- _What you need to do_: Copy out the full set of records. Keep every word the same.

- _Record excerpts_:
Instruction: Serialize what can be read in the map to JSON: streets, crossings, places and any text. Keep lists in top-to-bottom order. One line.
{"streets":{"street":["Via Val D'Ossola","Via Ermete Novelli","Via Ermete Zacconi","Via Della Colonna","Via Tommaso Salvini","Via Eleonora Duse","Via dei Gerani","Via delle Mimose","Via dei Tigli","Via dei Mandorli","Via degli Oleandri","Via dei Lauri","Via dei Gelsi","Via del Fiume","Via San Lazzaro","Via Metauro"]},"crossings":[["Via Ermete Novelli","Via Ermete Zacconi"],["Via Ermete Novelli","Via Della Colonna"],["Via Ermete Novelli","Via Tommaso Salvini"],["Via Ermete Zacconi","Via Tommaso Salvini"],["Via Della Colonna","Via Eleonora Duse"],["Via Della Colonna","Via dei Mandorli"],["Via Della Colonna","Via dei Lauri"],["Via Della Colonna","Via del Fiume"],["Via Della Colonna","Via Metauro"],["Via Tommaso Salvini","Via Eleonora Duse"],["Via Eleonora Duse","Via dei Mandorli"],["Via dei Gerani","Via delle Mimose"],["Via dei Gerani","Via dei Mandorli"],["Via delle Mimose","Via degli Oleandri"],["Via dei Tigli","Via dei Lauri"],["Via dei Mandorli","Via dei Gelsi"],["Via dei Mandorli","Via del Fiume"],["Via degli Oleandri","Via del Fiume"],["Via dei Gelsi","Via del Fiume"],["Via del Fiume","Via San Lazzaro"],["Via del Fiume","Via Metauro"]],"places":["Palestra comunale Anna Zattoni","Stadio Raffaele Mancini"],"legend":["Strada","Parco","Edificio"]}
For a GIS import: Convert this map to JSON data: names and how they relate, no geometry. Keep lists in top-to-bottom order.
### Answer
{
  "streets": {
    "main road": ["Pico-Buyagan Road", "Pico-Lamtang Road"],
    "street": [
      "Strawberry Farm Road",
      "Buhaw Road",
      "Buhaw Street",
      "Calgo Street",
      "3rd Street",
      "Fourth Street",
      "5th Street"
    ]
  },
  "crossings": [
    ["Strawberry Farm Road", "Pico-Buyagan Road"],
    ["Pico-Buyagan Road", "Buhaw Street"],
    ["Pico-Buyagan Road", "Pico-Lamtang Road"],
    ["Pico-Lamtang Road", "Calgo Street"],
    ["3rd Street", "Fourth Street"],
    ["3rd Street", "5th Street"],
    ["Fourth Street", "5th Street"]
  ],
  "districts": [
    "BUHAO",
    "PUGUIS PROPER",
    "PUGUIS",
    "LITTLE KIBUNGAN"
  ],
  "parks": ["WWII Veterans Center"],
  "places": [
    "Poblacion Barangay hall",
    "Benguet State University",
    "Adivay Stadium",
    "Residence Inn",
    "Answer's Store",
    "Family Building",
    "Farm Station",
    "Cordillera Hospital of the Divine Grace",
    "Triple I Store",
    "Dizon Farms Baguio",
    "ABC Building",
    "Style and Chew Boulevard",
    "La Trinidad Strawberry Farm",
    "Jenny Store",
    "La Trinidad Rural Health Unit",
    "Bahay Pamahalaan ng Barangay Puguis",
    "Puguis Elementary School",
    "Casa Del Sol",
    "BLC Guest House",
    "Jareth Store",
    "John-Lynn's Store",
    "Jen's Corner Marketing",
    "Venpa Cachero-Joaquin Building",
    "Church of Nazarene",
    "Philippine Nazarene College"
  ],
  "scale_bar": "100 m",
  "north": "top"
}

- _Response below_:
Instruction: Serialize what can be read in the map to JSON: streets, crossings, places and any text. Keep lists in top-to-bottom order. One line.
{"streets":{"street":["Via Val D'Ossola","Via Ermete Novelli","Via Ermete Zacconi","Via Della Colonna","Via Tommaso Salvini","Via Eleonora Duse","Via dei Gerani","Via delle Mimose","Via dei Tigli","Via dei Mandorli","Via degli Oleandri","Via dei Lauri","Via dei Gelsi","Via del Fiume","Via San Lazzaro","Via Metauro"]},"crossings":[["Via Ermete Novelli","Via Ermete Zacconi"],["Via Ermete Novelli","Via Della Colonna"],["Via Ermete Novelli","Via Tommaso Salvini"],["Via Ermete Zacconi","Via Tommaso Salvini"],["Via Della Colonna","Via Eleonora Duse"],["Via Della Colonna","Via dei Mandorli"],["Via Della Colonna","Via dei Lauri"],["Via Della Colonna","Via del Fiume"],["Via Della Colonna","Via Metauro"],["Via Tommaso Salvini","Via Eleonora Duse"],["Via Eleonora Duse","Via dei Mandorli"],["Via dei Gerani","Via delle Mimose"],["Via dei Gerani","Via dei Mandorli"],["Via delle Mimose","Via degli Oleandri"],["Via dei Tigli","Via dei Lauri"],["Via dei Mandorli","Via dei Gelsi"],["Via dei Mandorli","Via del Fiume"],["Via degli Oleandri","Via del Fiume"],["Via dei Gelsi","Via del Fiume"],["Via del Fiume","Via San Lazzaro"],["Via del Fiume","Via Metauro"]],"places":["Palestra comunale Anna Zattoni","Stadio Raffaele Mancini"],"legend":["Strada","Parco","Edificio"]}
For a GIS import: Convert this map to JSON data: names and how they relate, no geometry. Keep lists in top-to-bottom order.
### Answer
{
  "streets": {
    "main road": ["Pico-Buyagan Road", "Pico-Lamtang Road"],
    "street": [
      "Strawberry Farm Road",
      "Buhaw Road",
      "Buhaw Street",
      "Calgo Street",
      "3rd Street",
      "Fourth Street",
      "5th Street"
    ]
  },
  "crossings": [
    ["Strawberry Farm Road", "Pico-Buyagan Road"],
    ["Pico-Buyagan Road", "Buhaw Street"],
    ["Pico-Buyagan Road", "Pico-Lamtang Road"],
    ["Pico-Lamtang Road", "Calgo Street"],
    ["3rd Street", "Fourth Street"],
    ["3rd Street", "5th Street"],
    ["Fourth Street", "5th Street"]
  ],
  "districts": [
    "BUHAO",
    "PUGUIS PROPER",
    "PUGUIS",
    "LITTLE KIBUNGAN"
  ],
  "parks": ["WWII Veterans Center"],
  "places": [
    "Poblacion Barangay hall",
    "Benguet State University",
    "Adivay Stadium",
    "Residence Inn",
    "Answer's Store",
    "Family Building",
    "Farm Station",
    "Cordillera Hospital of the Divine Grace",
    "Triple I Store",
    "Dizon Farms Baguio",
    "ABC Building",
    "Style and Chew Boulevard",
    "La Trinidad Strawberry Farm",
    "Jenny Store",
    "La Trinidad Rural Health Unit",
    "Bahay Pamahalaan ng Barangay Puguis",
    "Puguis Elementary School",
    "Casa Del Sol",
    "BLC Guest House",
    "Jareth Store",
    "John-Lynn's Store",
    "Jen's Corner Marketing",
    "Venpa Cachero-Joaquin Building",
    "Church of Nazarene",
    "Philippine Nazarene College"
  ],
  "scale_bar": "100 m",
  "north": "top"
}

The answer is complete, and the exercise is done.